Avant le passage à l'an 2000, des milliers de lignes ont été écrites dont certaines ont été balayées par le vent chaud de l'Histoire. Au final, pas de grand bug et un monde qui a continué à tourner comme avant. Ce fait incite à la modestie pour les temps présents. Bien des économistes ont la plume agile ou déformée par le confinement au point d'assurer, mordicus, qu'il y aura un monde d'après, un post-Covid 19.

Rien n'est moins sûr car le redémarrage va susciter une frénésie comparable à celle de la sortie de la " pace car "  après un incident lors d'un grand prix de Formule 1.

A peine remis sur les rails, chaque agent économique va faire vrombir son moteur. Il y aura une course frénétique à la restauration des marges et à la relance d'activité " quoi qu'il en coûte " pour reprendre un slogan présidentiel.

Le monde marchand reprendra ses droits et la forme de totalitarisme qu'il induit au mépris de la justice sociale ou de l'écologie réaliste.

Il n'existe pas, dans le système international, d'institutions en capacité de piloter une sortie de crise harmonieuse alors même que les États-Unis rejettent, sous le présent mandat crépusculaire, toute action multilatérale.
Il faudrait rebâtir des accords de Bretton-Woods dans bien des domaines pour que le capitalisme change de fil rouge. Là, nous sommes face à des forces rugissantes bridées qui verront la fin du confinement comme un droit de tirage illimité sur les ressources à nouveau pleinement disponibles.

C'est une chimère de croire que le monde va changer en mieux, il sera – à l'inverse – encore plus violent pour fêter ses retrouvailles avec l'univers lenticulaire du profit.

Même en Europe, en moins de dix jours, la zizanie s'est montrée sans nul fard au sujet des soutiens sanitaires réciproques tout autant qu'au motif crucial des eurobonds. Oui, l'Union est en danger et en tant qu'européen hardi, je déplore l'importance des forces centrifuges qui iront peut-être jusqu'à entraîner la dislocation de la monnaie commune qui ne pourra porter nominalement ou juridiquement  l'enflure du bilan de la BCE.

Quand la création monétaire est déconnectée du format de l'économie réelle, il y a un moment où la valve de dépressurisation de l'autocuiseur cède au prix d'une crise monétaire potentiellement incontrôlable.

Une guerre, une fois terminée, apporte la joie libératrice de la paix et une vraie aptitude au changement. Ici , dans cette bataille – plutôt que le terme juridiquement impropre de guerre -, nous serons face à un virus baladeur dans l'hémisphère sud et avec un taux d'incertitude quant à sa nouvelle survenance en Occident face à des populations qui n'auront pas toutes été immunisées.

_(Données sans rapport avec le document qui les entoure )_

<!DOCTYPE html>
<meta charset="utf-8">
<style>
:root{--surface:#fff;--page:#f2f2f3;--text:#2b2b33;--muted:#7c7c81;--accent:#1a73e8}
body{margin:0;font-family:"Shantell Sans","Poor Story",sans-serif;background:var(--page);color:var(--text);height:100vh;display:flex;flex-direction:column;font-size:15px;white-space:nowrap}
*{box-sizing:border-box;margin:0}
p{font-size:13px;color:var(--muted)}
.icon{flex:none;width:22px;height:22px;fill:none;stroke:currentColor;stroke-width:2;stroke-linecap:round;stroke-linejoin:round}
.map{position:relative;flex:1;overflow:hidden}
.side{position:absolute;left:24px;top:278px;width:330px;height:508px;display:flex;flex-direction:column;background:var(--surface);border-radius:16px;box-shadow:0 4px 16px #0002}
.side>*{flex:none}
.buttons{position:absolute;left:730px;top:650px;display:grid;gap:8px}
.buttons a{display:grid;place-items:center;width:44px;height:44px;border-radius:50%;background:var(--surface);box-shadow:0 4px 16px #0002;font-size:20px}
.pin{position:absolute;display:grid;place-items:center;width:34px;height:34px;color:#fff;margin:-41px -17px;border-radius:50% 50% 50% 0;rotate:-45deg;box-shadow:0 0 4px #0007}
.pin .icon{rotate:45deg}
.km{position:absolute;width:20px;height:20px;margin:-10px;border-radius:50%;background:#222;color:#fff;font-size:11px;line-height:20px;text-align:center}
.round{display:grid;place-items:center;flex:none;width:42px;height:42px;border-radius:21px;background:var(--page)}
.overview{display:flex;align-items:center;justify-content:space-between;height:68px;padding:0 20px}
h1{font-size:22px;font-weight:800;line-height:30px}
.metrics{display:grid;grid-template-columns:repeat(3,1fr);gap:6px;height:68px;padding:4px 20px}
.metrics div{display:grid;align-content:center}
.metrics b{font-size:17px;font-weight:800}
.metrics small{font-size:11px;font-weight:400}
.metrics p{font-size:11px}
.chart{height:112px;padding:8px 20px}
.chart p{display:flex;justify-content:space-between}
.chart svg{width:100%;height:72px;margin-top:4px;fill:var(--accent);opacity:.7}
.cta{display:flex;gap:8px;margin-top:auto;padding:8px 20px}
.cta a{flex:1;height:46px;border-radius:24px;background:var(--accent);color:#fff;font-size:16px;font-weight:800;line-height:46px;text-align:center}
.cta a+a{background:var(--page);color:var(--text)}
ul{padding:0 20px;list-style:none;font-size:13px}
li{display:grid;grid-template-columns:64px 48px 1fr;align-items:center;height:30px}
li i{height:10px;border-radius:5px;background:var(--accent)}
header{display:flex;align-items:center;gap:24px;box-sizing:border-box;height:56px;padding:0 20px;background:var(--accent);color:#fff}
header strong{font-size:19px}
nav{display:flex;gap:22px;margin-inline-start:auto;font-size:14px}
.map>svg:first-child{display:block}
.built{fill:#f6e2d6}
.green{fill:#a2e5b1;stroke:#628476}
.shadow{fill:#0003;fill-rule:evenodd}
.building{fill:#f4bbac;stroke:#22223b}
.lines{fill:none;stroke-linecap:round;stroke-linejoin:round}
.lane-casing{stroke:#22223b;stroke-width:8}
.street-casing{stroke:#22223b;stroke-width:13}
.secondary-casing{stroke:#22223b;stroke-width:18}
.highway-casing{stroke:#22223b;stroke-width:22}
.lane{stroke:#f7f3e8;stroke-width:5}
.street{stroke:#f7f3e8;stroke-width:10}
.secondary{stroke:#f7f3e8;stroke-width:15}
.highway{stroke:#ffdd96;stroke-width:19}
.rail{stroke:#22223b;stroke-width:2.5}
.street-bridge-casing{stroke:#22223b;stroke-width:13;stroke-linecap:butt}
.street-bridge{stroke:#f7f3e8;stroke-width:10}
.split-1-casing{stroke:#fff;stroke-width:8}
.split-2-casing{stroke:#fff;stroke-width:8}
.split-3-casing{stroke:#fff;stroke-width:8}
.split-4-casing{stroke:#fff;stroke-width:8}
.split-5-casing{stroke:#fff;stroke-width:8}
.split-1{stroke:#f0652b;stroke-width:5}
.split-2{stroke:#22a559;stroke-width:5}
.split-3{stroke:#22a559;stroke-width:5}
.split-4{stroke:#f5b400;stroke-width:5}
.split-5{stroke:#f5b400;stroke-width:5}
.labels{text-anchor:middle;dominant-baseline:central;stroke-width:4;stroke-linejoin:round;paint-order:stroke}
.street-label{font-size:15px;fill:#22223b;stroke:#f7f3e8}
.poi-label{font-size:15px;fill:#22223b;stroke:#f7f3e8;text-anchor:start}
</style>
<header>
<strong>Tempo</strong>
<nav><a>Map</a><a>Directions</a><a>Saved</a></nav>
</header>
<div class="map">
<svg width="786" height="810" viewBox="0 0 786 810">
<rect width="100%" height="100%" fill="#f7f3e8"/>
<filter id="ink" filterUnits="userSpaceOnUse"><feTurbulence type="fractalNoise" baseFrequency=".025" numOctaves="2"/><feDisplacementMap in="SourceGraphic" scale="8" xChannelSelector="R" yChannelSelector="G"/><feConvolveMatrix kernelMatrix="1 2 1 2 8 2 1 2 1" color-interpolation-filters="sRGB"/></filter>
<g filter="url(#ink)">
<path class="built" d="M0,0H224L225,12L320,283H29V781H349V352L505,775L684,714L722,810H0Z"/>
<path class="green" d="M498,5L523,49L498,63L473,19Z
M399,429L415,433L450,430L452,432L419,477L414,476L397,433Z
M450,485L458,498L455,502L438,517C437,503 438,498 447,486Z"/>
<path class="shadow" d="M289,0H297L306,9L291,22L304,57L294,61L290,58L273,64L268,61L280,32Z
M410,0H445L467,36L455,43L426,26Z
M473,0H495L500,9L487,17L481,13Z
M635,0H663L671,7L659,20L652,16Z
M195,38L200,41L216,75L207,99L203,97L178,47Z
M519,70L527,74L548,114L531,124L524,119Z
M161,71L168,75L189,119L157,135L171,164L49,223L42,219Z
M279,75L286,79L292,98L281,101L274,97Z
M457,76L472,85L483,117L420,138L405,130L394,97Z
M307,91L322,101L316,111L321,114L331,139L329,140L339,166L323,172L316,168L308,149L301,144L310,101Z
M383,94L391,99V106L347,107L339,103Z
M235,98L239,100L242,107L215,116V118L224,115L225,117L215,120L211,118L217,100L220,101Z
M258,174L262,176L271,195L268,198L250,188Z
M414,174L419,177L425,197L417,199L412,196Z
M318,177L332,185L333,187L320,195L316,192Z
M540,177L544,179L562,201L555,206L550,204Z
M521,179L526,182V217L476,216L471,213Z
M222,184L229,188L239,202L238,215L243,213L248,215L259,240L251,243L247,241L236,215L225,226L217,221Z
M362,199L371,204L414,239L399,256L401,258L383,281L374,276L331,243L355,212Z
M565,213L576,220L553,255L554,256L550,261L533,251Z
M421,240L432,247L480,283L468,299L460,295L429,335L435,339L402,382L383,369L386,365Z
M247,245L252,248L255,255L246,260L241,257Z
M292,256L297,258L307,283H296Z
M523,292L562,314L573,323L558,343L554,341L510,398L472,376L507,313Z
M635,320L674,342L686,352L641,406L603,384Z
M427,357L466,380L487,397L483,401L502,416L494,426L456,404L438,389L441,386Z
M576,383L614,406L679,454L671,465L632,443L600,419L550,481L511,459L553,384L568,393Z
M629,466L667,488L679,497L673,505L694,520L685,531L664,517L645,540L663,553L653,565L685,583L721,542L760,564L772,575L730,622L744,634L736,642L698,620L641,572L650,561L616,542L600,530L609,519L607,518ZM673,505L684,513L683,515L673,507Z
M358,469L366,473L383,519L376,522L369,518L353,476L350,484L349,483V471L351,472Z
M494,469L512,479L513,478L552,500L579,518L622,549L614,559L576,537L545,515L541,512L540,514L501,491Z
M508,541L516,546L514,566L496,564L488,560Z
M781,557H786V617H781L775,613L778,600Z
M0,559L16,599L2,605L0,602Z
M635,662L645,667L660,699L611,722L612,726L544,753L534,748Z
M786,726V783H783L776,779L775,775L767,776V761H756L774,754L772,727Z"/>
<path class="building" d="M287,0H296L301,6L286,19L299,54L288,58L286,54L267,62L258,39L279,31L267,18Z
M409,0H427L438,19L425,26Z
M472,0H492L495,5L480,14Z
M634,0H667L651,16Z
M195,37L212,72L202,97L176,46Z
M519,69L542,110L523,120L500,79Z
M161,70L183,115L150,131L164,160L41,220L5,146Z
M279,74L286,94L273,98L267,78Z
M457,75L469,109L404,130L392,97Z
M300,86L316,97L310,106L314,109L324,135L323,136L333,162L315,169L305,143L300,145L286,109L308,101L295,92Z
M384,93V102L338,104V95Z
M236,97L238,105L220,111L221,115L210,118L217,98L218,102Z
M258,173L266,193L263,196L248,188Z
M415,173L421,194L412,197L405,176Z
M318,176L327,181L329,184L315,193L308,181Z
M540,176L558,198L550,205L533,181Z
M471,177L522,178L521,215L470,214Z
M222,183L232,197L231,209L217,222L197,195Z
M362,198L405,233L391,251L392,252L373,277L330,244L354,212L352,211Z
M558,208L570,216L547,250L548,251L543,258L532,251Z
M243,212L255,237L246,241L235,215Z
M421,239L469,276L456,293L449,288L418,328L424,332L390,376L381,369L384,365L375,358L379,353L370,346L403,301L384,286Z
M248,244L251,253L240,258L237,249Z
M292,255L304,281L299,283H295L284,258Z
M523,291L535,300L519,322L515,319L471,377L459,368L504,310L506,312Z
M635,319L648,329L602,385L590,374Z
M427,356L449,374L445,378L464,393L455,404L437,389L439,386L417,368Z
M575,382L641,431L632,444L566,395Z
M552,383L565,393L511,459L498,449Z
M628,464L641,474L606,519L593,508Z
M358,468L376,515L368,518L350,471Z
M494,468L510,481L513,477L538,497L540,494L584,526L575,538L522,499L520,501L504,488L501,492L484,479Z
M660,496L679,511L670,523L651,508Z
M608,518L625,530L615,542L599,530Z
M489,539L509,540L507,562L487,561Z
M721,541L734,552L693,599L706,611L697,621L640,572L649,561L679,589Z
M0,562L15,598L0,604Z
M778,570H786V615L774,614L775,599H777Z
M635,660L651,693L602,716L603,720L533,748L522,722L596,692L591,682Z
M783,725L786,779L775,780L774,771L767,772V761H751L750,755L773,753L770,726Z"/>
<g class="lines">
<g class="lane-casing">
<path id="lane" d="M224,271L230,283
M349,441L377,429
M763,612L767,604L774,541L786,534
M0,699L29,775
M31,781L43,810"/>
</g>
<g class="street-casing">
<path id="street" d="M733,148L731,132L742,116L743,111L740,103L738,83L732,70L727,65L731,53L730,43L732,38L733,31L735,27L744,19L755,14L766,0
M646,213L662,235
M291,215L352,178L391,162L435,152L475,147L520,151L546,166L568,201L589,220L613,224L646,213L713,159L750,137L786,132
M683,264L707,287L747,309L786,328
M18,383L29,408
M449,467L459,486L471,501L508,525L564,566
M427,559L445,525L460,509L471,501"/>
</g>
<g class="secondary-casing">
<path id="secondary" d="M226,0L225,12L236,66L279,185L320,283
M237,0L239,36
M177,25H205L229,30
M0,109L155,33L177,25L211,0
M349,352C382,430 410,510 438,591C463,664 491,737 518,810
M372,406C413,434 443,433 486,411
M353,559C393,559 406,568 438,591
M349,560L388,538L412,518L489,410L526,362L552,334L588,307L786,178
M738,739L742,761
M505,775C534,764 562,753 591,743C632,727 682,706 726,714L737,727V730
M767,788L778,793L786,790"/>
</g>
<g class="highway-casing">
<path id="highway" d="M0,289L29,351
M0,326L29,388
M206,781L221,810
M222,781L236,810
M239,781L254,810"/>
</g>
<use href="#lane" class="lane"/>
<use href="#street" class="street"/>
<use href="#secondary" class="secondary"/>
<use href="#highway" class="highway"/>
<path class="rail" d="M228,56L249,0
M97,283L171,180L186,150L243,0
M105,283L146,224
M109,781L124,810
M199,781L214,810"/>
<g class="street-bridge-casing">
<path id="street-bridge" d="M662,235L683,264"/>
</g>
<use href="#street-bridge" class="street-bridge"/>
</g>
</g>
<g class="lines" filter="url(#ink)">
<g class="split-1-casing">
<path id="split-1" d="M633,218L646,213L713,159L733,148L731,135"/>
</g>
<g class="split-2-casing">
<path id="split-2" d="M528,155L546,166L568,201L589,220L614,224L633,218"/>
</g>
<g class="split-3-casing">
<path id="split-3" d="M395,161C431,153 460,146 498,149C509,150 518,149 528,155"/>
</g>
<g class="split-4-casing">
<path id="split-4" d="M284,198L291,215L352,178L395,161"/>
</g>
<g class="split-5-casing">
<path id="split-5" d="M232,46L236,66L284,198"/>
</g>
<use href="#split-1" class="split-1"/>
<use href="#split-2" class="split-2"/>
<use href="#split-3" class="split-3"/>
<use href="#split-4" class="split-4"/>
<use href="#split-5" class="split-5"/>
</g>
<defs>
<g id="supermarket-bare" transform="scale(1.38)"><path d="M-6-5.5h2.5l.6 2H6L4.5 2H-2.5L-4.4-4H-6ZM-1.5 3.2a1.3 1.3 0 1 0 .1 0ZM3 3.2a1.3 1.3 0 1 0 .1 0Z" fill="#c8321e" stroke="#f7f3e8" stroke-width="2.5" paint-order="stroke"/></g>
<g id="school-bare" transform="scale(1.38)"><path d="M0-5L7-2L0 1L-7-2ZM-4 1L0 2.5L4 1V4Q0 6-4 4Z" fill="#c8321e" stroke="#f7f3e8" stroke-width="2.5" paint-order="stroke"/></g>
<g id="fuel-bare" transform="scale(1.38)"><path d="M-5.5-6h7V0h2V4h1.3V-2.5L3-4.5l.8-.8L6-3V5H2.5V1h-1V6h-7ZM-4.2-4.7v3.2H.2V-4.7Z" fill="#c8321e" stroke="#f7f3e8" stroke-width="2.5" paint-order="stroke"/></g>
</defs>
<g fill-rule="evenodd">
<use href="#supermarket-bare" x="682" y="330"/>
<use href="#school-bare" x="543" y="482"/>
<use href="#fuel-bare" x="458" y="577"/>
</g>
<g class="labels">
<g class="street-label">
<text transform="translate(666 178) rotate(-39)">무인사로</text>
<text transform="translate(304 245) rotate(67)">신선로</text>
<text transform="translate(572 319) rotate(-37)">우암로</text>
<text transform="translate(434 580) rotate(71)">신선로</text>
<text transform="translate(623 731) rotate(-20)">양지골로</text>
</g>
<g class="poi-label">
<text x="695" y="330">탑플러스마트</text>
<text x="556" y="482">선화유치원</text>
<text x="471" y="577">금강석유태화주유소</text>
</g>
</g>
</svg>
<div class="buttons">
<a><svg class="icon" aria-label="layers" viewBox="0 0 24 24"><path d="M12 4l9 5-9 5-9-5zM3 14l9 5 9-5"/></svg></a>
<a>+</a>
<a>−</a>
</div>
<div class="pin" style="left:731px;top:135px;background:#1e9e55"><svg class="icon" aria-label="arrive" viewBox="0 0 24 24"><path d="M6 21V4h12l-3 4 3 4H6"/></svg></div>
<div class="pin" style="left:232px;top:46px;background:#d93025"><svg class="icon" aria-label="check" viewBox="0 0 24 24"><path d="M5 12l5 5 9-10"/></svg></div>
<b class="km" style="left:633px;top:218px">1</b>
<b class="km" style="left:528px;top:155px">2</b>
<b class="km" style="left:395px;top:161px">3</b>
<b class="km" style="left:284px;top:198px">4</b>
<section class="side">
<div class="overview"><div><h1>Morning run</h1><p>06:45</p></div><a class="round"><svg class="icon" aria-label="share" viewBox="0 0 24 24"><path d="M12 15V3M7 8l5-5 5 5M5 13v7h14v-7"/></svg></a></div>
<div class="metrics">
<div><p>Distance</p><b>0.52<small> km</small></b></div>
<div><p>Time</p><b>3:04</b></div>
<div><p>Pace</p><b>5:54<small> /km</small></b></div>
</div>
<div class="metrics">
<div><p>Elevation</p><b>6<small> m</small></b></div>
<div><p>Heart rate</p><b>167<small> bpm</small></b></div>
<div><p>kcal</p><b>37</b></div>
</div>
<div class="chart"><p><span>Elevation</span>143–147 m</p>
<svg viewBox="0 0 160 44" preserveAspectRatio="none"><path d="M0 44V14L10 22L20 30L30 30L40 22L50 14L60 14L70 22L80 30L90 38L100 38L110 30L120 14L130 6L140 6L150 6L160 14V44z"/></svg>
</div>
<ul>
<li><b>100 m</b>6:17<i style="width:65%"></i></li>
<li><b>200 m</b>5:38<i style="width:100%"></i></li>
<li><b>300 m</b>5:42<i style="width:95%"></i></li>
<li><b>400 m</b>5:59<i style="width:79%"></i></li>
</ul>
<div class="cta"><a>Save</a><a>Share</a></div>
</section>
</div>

Or, tant les marchés financiers que les agents économiques lambda récusent l'incertitude. Elle réduit l'ampleur des investissements et excite un court-termisme qui n'est pas compatible avec nos défis pluri-décennaux que sont, à titre d'exemple, le démantèlement de nos réacteurs nucléaires ou la mutation urgente de notre modèle agricole.

La césure post-Covid-19 ne débouchera pas sur un nouveau modèle de développement brièvement évoqué par le président Macron mais sur une reproduction d'un capitalisme cupide et vorace. Il suffira de contempler le boom des fusions-acquisitions et le statut, in fine, du salariat.

" Dans une nation qui est dans la servitude, on travaille plus à conserver qu'à acquérir. Dans une nation libre, on travaille plus à acquérir qu'à conserver ". ( Montesquieu, in De l'esprit des lois ).

La France de 2021 ne sera pas exempte de cicatrices nées en 2020, elle sera une nation dans la servitude ne serait-ce que par son niveau d'endettement et le taux de mortalité de ses entreprises rendues agonisantes par la profondeur au fer rouge de la récession.